[Data provided]:
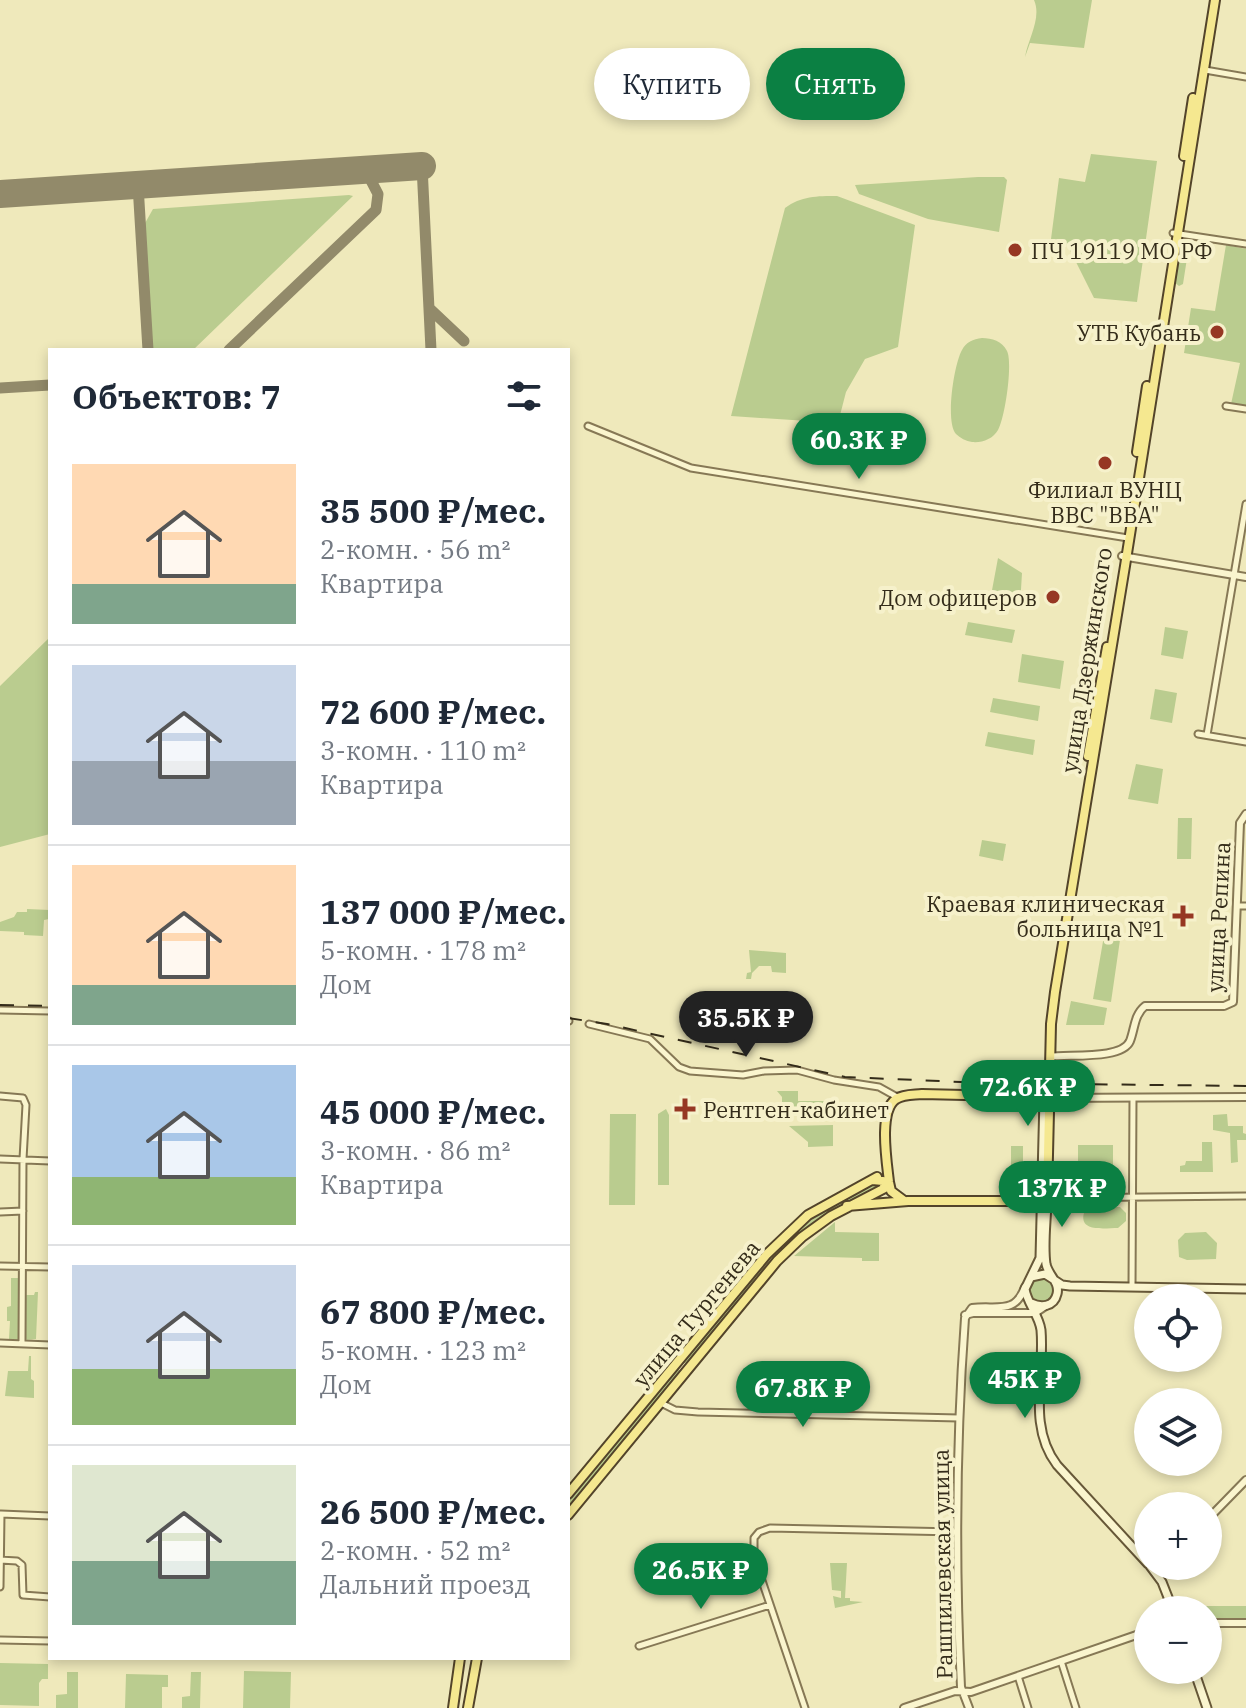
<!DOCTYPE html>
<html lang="ru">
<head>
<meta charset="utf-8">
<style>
  :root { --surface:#fff; --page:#f6f6f7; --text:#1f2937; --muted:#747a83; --line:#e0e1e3; --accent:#0b8043 }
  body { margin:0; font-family:"IBM Plex Serif",serif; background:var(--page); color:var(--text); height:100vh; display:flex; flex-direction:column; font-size:30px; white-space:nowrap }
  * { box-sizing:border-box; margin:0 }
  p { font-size:26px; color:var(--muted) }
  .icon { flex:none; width:44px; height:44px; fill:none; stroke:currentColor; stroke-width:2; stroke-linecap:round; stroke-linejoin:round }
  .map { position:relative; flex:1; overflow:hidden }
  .panel { position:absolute; left:48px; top:348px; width:522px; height:1312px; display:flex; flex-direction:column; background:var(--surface); border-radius:0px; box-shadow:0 4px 12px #0003 }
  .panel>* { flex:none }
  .banner { position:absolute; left:594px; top:48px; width:532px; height:72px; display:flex; gap:16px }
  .tools { position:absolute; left:1134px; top:1284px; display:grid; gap:16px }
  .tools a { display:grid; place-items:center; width:88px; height:88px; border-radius:50%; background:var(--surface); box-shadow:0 4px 12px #0003; font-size:40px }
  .price { position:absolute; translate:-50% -68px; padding:0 18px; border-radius:28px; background:var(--accent); color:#fff; font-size:26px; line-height:52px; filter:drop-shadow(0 2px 4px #0008) }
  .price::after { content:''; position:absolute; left:50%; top:48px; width:24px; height:18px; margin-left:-12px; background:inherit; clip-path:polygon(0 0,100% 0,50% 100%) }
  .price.selected { background:#222; color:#fff }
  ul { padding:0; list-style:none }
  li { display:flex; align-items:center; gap:24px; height:200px; padding:0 24px }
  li+li { border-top:2px solid var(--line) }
  li span { display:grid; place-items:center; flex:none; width:224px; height:160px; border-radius:0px; color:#555 }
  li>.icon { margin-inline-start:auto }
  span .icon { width:96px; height:96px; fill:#fffc; stroke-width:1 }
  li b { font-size:34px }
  h2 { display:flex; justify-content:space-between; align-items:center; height:96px; padding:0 24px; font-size:34px }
  .tag { padding:0 28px; border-radius:36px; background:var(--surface); box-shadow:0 4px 12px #0003; font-size:28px; line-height:72px }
  .tag.selected { background:var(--accent); color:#fff }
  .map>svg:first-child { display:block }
</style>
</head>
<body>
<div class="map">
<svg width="1246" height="1708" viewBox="0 0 1246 1708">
  <rect width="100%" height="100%" fill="#efe9bb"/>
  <path fill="#bacc8f" d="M 1034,0 L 1092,0 L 1084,48 L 1030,43 L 1025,57 C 1028,39 1042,18 1034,0 Z
    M 1091,154 L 1157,161 L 1137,302 L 1094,298 L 1068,246 L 1051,239 L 1059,178 L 1085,182 Z
    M 978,177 L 1004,177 L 1007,180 L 999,232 L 928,219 L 859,194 L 855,185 Z
    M 349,195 L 353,196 L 193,350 L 152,348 L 144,225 L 153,209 Z
    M 837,196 L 915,225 L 898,347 L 865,359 L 846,392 L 838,423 L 731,416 L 785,208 C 801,196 817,196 837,196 Z
    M 1187,238 L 1190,239 L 1183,284 L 1179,286 L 1174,282 L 1181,240 Z
    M 1226,245 L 1246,249 L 1246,406 L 1231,404 L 1240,363 L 1184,353 L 1191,308 L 1215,311 Z
    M 982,338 C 992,338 1002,341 1007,351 C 1013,363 1005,418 998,430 C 993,439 982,443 972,442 C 966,441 960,438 956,434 C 945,422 954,364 962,350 C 966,342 973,339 982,338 Z
    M 998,558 L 1022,573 L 1020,606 L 990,601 Z
    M 968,622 L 1015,630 L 1012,643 L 965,635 Z
    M 1165,627 L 1188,631 L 1183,659 L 1161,655 Z
    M 50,637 L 50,834 L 0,847 L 0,686 Z
    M 1022,654 L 1064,661 L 1060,689 L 1018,682 Z
    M 1155,689 L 1177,693 L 1172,723 L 1150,719 Z
    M 993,698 L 1040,706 L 1038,721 L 990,712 Z
    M 988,732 L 1035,740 L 1033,755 L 985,746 Z
    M 1136,764 L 1163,769 L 1158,804 L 1128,799 Z
    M 1178,818 L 1192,818 L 1191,859 L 1177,859 Z
    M 982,840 L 1006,844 L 1003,861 L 979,856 Z
    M 27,909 L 50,910 L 49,919 L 44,920 L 43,936 L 24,935 L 24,932 L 0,931 L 0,922 L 14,917 L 17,912 L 27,912 Z
    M 1105,930 L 1121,933 L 1111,1002 L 1093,999 Z
    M 749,950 L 786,953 L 786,973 L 772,972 L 771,966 L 759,966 L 752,973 L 751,979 L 746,979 L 747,973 L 751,972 Z
    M 1071,1001 L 1107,1008 L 1104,1025 L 1066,1025 Z
    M 777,1091 L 798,1091 L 798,1101 L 833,1101 L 833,1109 L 782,1109 L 782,1097 Z
    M 703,1105 L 770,1105 L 777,1111 L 778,1118 L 716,1118 Z
    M 666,1109 L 669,1115 L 669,1185 L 658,1185 L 658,1114 Z
    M 610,1114 L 636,1114 L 635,1205 L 609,1205 Z
    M 1227,1114 L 1228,1126 L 1243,1126 L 1243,1133 L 1246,1134 L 1246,1140 L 1237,1140 L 1238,1162 L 1231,1163 L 1230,1133 L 1213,1130 L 1213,1115 Z
    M 833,1125 L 833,1146 L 808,1147 L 808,1142 L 789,1126 Z
    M 1202,1142 L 1212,1142 L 1213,1172 L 1180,1172 L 1180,1166 L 1185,1165 L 1186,1161 L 1202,1161 Z
    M 1078,1145 L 1113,1145 L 1113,1171 L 1078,1172 Z
    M 1011,1146 L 1023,1146 L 1023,1186 L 1011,1186 Z
    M 880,1182 L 884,1185 L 821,1218 L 788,1244 L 687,1363 L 684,1363 L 683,1360 C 720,1315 755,1264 800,1226 C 823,1207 853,1195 880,1182 Z
    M 1091,1207 L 1120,1207 L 1126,1213 L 1126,1221 L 1118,1228 C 1104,1228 1076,1233 1085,1210 Z
    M 835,1222 L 835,1232 L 879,1233 L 879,1261 L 862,1261 L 862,1258 L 794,1256 Z
    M 1206,1232 L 1217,1243 L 1216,1259 L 1187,1260 L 1179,1257 L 1178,1240 L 1185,1233 Z
    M1028 1290a13 13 0 1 1 26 0a13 13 0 1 1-26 0Z
    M 11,1278 L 20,1278 L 18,1340 L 9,1339 L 10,1321 L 7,1321 L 7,1307 L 11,1306 Z
    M 35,1292 L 38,1292 L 36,1339 L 27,1340 L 24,1338 L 25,1295 L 34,1295 Z
    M 29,1356 L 31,1356 L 31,1379 L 34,1381 L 34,1398 L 5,1396 L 8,1371 L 28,1371 Z
    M 678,1368 L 680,1372 L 568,1508 L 568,1499 Z
    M 830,1563 L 847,1563 L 845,1598 L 850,1598 L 850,1601 L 863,1602 L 835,1608 L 833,1596 L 841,1598 L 841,1591 L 832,1590 Z
    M 1178,1606 L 1246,1606 L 1246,1621 L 1208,1621 L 1208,1610 L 1179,1610 Z
    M 0,1663 L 48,1664 L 48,1679 L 42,1679 L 39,1683 L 39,1706 L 0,1705 Z
    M 244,1671 L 291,1672 L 290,1708 L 243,1708 Z
    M 67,1672 L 78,1672 L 78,1708 L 56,1708 L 56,1695 L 67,1694 Z
    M 191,1672 L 201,1672 L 200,1708 L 182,1708 L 182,1697 L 190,1696 Z
    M 126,1674 L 168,1675 L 168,1687 L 162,1687 L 162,1708 L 125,1708 Z"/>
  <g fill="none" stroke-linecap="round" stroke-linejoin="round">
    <path stroke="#928a6a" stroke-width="11" d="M 422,166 L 431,350
      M 138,185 L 148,350
      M 429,308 L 464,341
      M 229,350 L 376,210 L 378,194 L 365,169
      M 0,388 L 50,385"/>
    <path stroke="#928a6a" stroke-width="28" d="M 0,194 L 422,166"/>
    <g stroke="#867855" stroke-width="9">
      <path id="minor" d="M 1205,70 L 1246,77
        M 1173,233 L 1246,244
        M 1226,406 L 1246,409
        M 588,426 L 691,468 L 1128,538
        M 1198,734 L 1246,742
        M 1207,735 L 1246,504
        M 1237,906 L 1246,906
        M 0,1010 L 50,1011
        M 568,1021 L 569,1021
        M 589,1024 L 650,1039 L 679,1067 L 690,1071 L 743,1075 L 764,1071 L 797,1070 L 834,1080 L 879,1087 L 897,1097
        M 0,1096 L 23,1098 L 26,1105 L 23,1159 L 22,1343
        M 0,1159 L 50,1161
        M 1047,1198 L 1246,1196
        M 0,1212 L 23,1211
        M 0,1266 L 50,1267
        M 1132,1287 L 1133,1098
        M 0,1343 L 50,1345
        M 661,1403 L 675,1410 L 698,1412 L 959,1418
        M 1,1514 L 50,1516
        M 0,1560 L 17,1561 L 22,1565 L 23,1595 L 50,1597
        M 0,1587 L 1,1514
        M 0,1640 L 50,1641
        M 639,1646 L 770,1605
        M 1061,1661 L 1076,1708
        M 1018,1676 L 1028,1708
        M 805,1708 L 754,1557 L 754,1538 L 759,1532 L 770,1528 L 957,1532"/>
    </g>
    <g stroke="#867855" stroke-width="10">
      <path id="tertiary" d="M 1122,556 L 1246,577
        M 1050,1057 C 1068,1054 1122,1060 1130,1041 C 1135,1028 1134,1015 1145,1006 L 1224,1006 L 1233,1002 L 1240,823 L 1246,814
        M 1047,1098 L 1246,1097
        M 965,1315 L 973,1313 L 1035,1313 L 1047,1305
        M 1208,1519 L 1246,1480
        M 1208,1623 L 1246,1623
        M 904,1708 L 955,1691 L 971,1692 L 1148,1631
        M 969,1708 L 961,1687 C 955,1564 956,1441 965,1318 L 972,1308 C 997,1305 1015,1315 1025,1287"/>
    </g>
    <g stroke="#675838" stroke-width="11">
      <path id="secondary" d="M 1044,1097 L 1040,1258 L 1025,1289 C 1027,1303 1039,1315 1041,1330 C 1045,1376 1027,1426 1057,1465 L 1148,1564
        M 1031,1277 L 1045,1274 L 1062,1285 L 1070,1286 L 1246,1289
        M 1031,1303 C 1041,1308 1054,1307 1057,1294 C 1060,1282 1048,1275 1046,1264 C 1043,1243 1047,1219 1047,1198
        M 1150,1566 L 1162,1582 L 1173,1610
        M 1194,1670 L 1207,1708"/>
    </g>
    <g stroke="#53442a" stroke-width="12">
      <path id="primary" d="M 1184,156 L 1193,98
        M 1137,452 L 1147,386
        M 1088,756 L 1107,647
        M 903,1200 L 891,1191 L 889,1182 C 887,1163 878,1111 896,1099 C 904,1094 913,1095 922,1094 L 1044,1097 L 1044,1090
        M 847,1206 L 908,1201 L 1033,1201 L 1047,1198 L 1051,1024 L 1055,992 L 1125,566 L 1215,0
        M 568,1494 L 767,1254 L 808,1215 L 877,1177
        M 568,1515 L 777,1261 L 802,1237 L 831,1216 L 885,1188 L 883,1181 L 872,1180
        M 453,1708 L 460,1658
        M 468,1708 L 477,1658"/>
    </g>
    <use href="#minor" stroke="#faf5ce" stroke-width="5"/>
    <use href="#tertiary" stroke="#faf5ce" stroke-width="6"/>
    <use href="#secondary" stroke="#faf5ce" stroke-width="7"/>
    <use href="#primary" stroke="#f5e890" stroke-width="8"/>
    <path stroke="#342c1a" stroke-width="2" stroke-dasharray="14 14" stroke-linecap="butt" d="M 0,1005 L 50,1006
      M 568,1018 L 607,1024 L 845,1077 L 985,1083 L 1246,1086"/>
  </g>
  <g fill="#963723" stroke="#f6f1cb" stroke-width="3">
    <circle cx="1015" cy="250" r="8"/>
    <circle cx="1217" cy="332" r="8"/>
    <circle cx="1105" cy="463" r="8"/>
    <circle cx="1053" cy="597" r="8"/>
    <path d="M1179 904h8v8h8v8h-8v8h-8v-8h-8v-8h8z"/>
    <path d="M681 1097h8v8h8v8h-8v8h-8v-8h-8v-8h8z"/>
  </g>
  <g text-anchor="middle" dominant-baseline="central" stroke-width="8" stroke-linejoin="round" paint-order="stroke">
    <g font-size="22" fill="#342c1a" stroke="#f6f1cb" text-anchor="end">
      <text x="1031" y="250" text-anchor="start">ПЧ 19119 МО РФ</text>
      <text x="1201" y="332">УТБ Кубань</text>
      <text x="1105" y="489" text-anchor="middle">Филиал ВУНЦ<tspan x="1105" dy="25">ВВС "ВВА"</tspan></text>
      <text x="1037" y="597">Дом офицеров</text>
      <text x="1165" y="903">Краевая клиническая<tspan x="1165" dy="25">больница №1</tspan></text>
      <text x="703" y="1109" text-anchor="start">Рентген-кабинет</text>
    </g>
    <g font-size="22" fill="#342c1a" stroke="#f6f1cb">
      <text transform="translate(1086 660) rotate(-81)">улица Дзержинского</text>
      <text transform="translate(1218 917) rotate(-87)">улица Репина</text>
      <text transform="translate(696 1313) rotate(-50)">улица Тургенева</text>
      <text transform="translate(942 1564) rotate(-91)">Рашпилевская улица</text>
    </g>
  </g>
</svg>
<div class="tools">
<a><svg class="icon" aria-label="locate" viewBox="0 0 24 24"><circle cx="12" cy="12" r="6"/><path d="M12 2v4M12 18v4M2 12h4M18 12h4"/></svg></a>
<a><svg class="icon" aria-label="layers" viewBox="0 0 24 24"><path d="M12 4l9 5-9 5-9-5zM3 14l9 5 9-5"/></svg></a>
<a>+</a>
<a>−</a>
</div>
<b class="price" style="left:859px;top:481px">60.3K ₽</b>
<b class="price selected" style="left:746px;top:1059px">35.5K ₽</b>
<b class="price" style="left:1028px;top:1128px">72.6K ₽</b>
<b class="price" style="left:1062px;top:1229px">137K ₽</b>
<b class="price" style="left:1025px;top:1420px">45K ₽</b>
<b class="price" style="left:803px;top:1429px">67.8K ₽</b>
<b class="price" style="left:701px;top:1611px">26.5K ₽</b>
<div class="banner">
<a class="tag">Купить</a>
<a class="tag selected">Снять</a>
</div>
<section class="panel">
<h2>Объектов: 7<svg class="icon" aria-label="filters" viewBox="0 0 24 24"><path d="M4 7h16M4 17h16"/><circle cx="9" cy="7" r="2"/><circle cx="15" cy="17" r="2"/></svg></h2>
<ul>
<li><span style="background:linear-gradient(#ffd9b3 75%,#7fa58c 0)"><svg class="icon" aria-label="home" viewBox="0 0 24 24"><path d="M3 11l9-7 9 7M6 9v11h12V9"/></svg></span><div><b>35 500 ₽/мес.</b><p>2-комн. · 56 m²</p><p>Квартира</p></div></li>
<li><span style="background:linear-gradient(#c9d6e8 60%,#9aa5b1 0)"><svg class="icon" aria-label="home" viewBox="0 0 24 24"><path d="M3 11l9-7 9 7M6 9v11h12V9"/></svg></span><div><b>72 600 ₽/мес.</b><p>3-комн. · 110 m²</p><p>Квартира</p></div></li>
<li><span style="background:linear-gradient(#ffd9b3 75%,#7fa58c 0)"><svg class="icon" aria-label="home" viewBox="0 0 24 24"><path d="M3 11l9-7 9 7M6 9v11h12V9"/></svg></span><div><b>137 000 ₽/мес.</b><p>5-комн. · 178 m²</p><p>Дом</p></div></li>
<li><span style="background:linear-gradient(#a9c7e8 70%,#8fb573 0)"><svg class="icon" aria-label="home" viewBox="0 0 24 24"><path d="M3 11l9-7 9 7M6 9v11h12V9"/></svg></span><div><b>45 000 ₽/мес.</b><p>3-комн. · 86 m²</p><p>Квартира</p></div></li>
<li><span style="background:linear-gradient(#c9d6e8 65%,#8fb573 0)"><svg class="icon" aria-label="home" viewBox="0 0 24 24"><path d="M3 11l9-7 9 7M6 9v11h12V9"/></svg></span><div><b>67 800 ₽/мес.</b><p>5-комн. · 123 m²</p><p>Дом</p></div></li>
<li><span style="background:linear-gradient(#dfe7d0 60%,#7fa58c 0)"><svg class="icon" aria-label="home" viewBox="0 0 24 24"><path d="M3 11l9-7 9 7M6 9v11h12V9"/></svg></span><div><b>26 500 ₽/мес.</b><p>2-комн. · 52 m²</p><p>Дальний проезд</p></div></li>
</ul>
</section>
</div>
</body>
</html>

[Task instructions]: Tell how many lines in the data contain the word "tools", answering with that number and no other text.

[Solution for this exercise]: 3